Records for processing:
_____
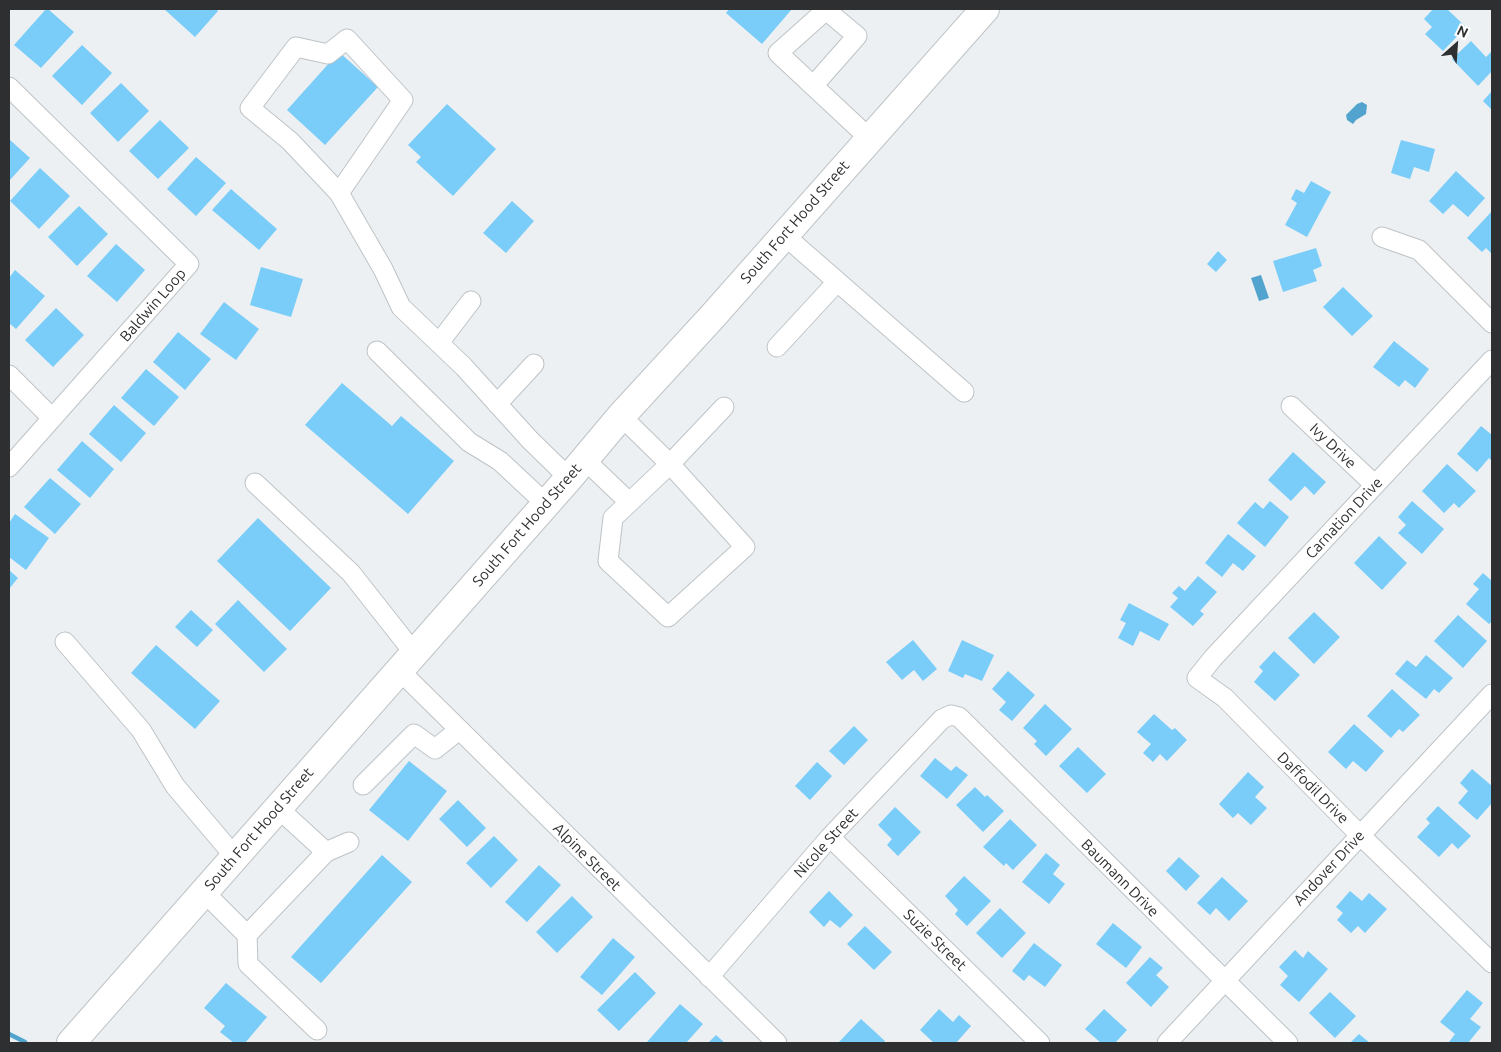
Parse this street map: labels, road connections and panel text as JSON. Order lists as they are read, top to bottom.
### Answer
{
  "streets": {
    "highway": ["South Fort Hood Street"],
    "street": [
      "Baldwin Loop",
      "Ivy Drive",
      "Carnation Drive",
      "Daffodil Drive",
      "Nicole Street",
      "Alpine Street",
      "Andover Drive",
      "Baumann Drive",
      "Suzie Street"
    ]
  },
  "crossings": [
    ["South Fort Hood Street", "Alpine Street"],
    ["Ivy Drive", "Carnation Drive"],
    ["Carnation Drive", "Daffodil Drive"],
    ["Daffodil Drive", "Andover Drive"],
    ["Nicole Street", "Alpine Street"],
    ["Nicole Street", "Baumann Drive"],
    ["Nicole Street", "Suzie Street"],
    ["Andover Drive", "Baumann Drive"]
  ],
  "north": "top right"
}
_____
Instructions to follow:
A word-for-word copy of the listing is the goal; keep every picture out of it.

Output of the task:
Parse this street map: labels, road connections and panel text as JSON. Order lists as they are read, top to bottom.
### Answer
{
  "streets": {
    "highway": ["South Fort Hood Street"],
    "street": [
      "Baldwin Loop",
      "Ivy Drive",
      "Carnation Drive",
      "Daffodil Drive",
      "Nicole Street",
      "Alpine Street",
      "Andover Drive",
      "Baumann Drive",
      "Suzie Street"
    ]
  },
  "crossings": [
    ["South Fort Hood Street", "Alpine Street"],
    ["Ivy Drive", "Carnation Drive"],
    ["Carnation Drive", "Daffodil Drive"],
    ["Daffodil Drive", "Andover Drive"],
    ["Nicole Street", "Alpine Street"],
    ["Nicole Street", "Baumann Drive"],
    ["Nicole Street", "Suzie Street"],
    ["Andover Drive", "Baumann Drive"]
  ],
  "north": "top right"
}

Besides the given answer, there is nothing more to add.